Start of MATERIALS PROVIDED
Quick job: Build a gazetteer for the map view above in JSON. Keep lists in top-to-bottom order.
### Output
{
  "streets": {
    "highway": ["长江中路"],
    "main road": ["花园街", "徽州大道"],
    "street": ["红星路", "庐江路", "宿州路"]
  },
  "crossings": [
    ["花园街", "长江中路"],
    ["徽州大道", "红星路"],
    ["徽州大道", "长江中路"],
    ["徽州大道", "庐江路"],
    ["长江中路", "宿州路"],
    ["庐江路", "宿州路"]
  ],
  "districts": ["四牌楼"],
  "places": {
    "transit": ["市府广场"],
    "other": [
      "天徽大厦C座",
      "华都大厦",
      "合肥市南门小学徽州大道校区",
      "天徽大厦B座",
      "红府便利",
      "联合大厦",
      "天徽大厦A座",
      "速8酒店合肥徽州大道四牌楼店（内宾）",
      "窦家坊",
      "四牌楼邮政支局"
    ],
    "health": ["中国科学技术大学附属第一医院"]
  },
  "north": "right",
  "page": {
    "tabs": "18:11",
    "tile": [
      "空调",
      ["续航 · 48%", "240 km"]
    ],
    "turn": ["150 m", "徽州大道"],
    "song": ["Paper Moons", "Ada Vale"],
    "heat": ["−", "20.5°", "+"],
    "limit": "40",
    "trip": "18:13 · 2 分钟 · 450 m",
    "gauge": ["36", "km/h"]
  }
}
End of MATERIALS PROVIDED
## EXERCISE
Down to the last line, retype the entries above exactly.

## RESPONSE FOR THIS EXERCISE
Quick job: Build a gazetteer for the map view above in JSON. Keep lists in top-to-bottom order.
### Output
{
  "streets": {
    "highway": ["长江中路"],
    "main road": ["花园街", "徽州大道"],
    "street": ["红星路", "庐江路", "宿州路"]
  },
  "crossings": [
    ["花园街", "长江中路"],
    ["徽州大道", "红星路"],
    ["徽州大道", "长江中路"],
    ["徽州大道", "庐江路"],
    ["长江中路", "宿州路"],
    ["庐江路", "宿州路"]
  ],
  "districts": ["四牌楼"],
  "places": {
    "transit": ["市府广场"],
    "other": [
      "天徽大厦C座",
      "华都大厦",
      "合肥市南门小学徽州大道校区",
      "天徽大厦B座",
      "红府便利",
      "联合大厦",
      "天徽大厦A座",
      "速8酒店合肥徽州大道四牌楼店（内宾）",
      "窦家坊",
      "四牌楼邮政支局"
    ],
    "health": ["中国科学技术大学附属第一医院"]
  },
  "north": "right",
  "page": {
    "tabs": "18:11",
    "tile": [
      "空调",
      ["续航 · 48%", "240 km"]
    ],
    "turn": ["150 m", "徽州大道"],
    "song": ["Paper Moons", "Ada Vale"],
    "heat": ["−", "20.5°", "+"],
    "limit": "40",
    "trip": "18:13 · 2 分钟 · 450 m",
    "gauge": ["36", "km/h"]
  }
}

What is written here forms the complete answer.